I lost my day.
It began in the normal way.
Glass of water.
Cup of coffee.
Then... I lost it.
My day became an endless loop of wondering what I should do. Not wanting to do anything. Feeling disappointed in myself that I was not accomplishing, achieving, or making an impact, I walked from window to window looking out at the world feeling lost. I did not have a plan for the day. I was uneasy. Restless. Uncertain.
And then, it was over.
I lost my day.
Now, holding a brand-new day in my grasp and enjoying all that comes with it, I look back on that day and realize I occasionally experience what I call A Lost Day. A day lost in time that I wasted.
I’m not talking about a day spent reading or relaxing, which I find necessary to rejuvenate both mind and soul and is far from wasted. A Lost Day is spent spinning and twirling in indecision. Not being able to focus on a desire. Feeling like I hold no control over my life or the world outside.
In my self-analyzation, I uncovered this...
I was raised in a military family where it was ingrained in my DNA to work hard, accomplish, and achieve. I often find myself at the end of a day spewing a list of "completion." From laundry to writing, I do a mental review of what I did to add value during the day. Could it be possible if I don’t “do” I must not be of value?
Our minds are funny little puzzles consisting of pieces created at birth with more picked up as we journey through life. We maneuver the unchangeable ones to create a frame. All other misshaped pieces are turned and tried until they fit together to create the picture of our lives.

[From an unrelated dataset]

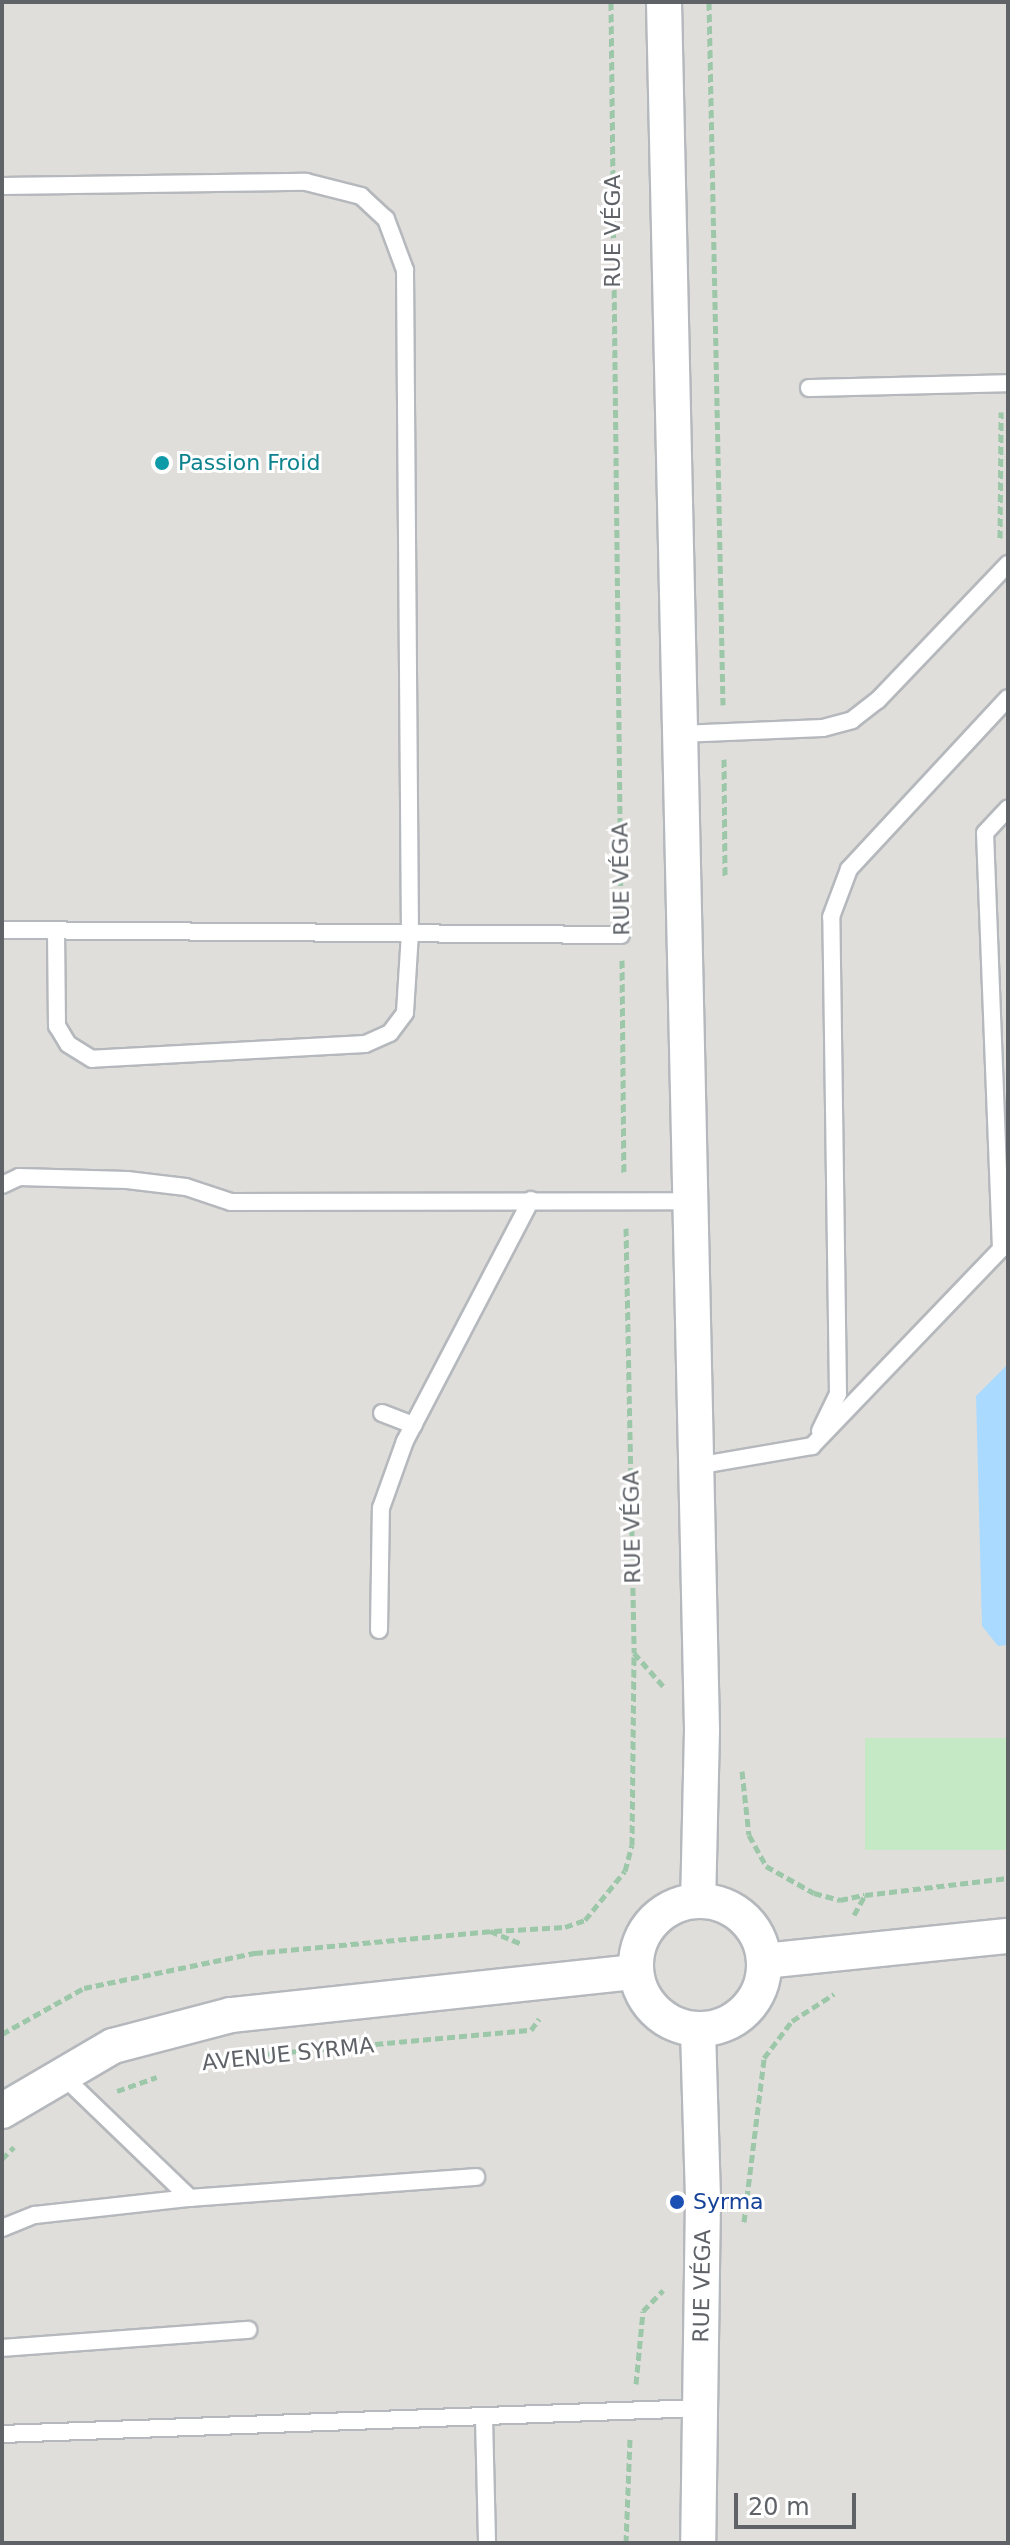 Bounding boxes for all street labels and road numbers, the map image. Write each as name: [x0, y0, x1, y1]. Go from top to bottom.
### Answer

Over time we may crinkle and bend a piece or two and might even lose one, but the frame remains the landing pad. The secret code of our belief system’s DNA.
Here is the thing...
Although I was raised with the core value of hard work and accomplishment, I was NEVER taught that without doing that I was not of value. That became one of the internal puzzle pieces that my mind created and connected to another piece as I built my life. So of course, when I have a day of spinning in indecision, I feel useless and wasteful. I experience the frustration of a Lost Day.
Now to make it even worse, during this time of uncertainty in our world, many of us may think we have lost a day, a summer, and possibly the entire year. Our thoughts and movements are tempered with caution and restrictions. Holding control of our feelings, actions, and focus is more difficult than ever before.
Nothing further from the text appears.